» **To do**
What appears from the first line of the data below through the line containing "2px #717377) drop-shadow(0", both included, should be copied exactly, and nothing else.

» **Collected data**
╭──
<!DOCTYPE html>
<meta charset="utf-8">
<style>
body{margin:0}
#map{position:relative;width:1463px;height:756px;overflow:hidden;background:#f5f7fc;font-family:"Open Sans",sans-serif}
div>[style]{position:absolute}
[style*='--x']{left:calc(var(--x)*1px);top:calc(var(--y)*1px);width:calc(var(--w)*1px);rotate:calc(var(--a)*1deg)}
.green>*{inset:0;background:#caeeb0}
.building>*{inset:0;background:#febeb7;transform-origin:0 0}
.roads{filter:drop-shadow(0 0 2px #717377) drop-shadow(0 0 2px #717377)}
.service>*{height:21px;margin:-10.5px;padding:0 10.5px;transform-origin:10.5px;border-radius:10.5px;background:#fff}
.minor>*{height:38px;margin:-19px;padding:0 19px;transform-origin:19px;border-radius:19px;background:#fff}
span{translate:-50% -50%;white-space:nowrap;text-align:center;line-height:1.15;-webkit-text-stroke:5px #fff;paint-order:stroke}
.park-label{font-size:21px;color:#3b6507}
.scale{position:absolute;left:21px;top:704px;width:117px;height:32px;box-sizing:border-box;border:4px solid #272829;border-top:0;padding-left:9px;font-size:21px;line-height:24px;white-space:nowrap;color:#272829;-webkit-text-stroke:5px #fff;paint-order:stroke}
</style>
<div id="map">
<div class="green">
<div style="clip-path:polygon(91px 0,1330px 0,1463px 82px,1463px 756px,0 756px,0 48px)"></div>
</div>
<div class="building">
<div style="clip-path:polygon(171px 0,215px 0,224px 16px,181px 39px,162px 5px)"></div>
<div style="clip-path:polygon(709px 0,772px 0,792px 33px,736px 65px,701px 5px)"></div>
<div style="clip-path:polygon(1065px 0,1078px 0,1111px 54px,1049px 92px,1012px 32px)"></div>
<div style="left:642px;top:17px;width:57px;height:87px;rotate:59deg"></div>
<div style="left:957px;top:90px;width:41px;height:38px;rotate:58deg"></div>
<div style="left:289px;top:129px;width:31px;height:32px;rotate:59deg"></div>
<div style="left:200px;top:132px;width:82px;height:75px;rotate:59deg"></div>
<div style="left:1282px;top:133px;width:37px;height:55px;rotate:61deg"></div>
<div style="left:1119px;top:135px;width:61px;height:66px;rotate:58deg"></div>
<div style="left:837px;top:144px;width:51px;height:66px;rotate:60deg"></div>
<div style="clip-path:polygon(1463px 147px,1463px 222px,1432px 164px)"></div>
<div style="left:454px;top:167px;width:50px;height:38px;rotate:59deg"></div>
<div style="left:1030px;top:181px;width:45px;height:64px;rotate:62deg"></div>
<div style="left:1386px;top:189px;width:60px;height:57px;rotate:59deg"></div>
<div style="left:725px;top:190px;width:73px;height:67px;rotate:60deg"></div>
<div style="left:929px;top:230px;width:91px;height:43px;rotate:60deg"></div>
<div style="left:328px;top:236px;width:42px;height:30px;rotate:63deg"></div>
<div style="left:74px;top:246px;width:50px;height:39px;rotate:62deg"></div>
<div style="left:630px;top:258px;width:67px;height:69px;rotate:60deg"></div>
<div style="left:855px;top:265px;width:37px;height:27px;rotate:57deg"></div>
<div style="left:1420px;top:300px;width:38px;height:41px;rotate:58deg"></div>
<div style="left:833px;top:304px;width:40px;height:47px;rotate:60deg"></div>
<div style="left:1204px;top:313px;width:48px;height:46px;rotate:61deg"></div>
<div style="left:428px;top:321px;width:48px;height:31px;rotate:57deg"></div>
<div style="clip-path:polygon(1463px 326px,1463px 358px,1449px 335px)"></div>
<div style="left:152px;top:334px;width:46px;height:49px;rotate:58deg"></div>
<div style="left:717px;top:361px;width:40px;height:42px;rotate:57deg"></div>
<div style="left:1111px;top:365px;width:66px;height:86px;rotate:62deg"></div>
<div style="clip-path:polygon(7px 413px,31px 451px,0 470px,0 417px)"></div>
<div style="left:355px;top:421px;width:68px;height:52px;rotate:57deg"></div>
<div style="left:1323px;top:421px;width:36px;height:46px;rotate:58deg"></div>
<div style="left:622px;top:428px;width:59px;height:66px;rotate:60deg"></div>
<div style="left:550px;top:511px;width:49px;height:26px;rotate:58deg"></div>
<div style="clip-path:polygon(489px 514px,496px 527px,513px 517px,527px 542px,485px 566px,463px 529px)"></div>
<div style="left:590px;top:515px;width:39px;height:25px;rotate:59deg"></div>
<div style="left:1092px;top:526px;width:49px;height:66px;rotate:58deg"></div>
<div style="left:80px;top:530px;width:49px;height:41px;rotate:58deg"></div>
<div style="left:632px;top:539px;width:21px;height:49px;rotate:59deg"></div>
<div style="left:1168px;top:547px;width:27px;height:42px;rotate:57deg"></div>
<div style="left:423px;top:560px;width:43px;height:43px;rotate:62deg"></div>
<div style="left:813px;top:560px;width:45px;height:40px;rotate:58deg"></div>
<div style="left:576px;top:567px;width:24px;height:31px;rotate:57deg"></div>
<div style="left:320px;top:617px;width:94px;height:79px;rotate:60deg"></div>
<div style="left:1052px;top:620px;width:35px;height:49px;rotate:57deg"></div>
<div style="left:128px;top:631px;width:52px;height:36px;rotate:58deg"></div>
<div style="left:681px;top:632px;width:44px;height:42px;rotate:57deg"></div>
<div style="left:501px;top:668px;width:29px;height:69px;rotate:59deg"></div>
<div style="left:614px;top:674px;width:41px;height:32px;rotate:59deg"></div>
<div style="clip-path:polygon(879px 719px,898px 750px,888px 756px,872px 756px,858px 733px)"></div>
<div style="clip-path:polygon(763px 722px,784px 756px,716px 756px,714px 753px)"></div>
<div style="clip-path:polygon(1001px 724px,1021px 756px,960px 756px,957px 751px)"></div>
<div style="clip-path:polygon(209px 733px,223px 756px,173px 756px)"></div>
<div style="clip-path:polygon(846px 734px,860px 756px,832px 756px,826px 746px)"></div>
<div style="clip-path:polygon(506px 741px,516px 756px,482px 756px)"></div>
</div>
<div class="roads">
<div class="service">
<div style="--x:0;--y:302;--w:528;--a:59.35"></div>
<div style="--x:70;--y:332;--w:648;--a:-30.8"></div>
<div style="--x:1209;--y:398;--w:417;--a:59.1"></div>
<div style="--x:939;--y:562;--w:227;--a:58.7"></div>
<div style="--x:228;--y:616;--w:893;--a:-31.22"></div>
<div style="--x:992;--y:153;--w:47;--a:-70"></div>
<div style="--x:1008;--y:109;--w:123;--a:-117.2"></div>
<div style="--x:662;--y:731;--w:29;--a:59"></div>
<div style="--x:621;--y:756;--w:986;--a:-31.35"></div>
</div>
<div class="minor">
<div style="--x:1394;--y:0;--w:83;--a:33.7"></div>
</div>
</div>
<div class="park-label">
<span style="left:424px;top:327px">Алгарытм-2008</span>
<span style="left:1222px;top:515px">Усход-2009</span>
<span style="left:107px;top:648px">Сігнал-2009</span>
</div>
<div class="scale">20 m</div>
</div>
╰──
» **Result of this exercise**
<!DOCTYPE html>
<meta charset="utf-8">
<style>
body{margin:0}
#map{position:relative;width:1463px;height:756px;overflow:hidden;background:#f5f7fc;font-family:"Open Sans",sans-serif}
div>[style]{position:absolute}
[style*='--x']{left:calc(var(--x)*1px);top:calc(var(--y)*1px);width:calc(var(--w)*1px);rotate:calc(var(--a)*1deg)}
.green>*{inset:0;background:#caeeb0}
.building>*{inset:0;background:#febeb7;transform-origin:0 0}
.roads{filter:drop-shadow(0 0 2px #717377) drop-shadow(0 0 2px #717377)}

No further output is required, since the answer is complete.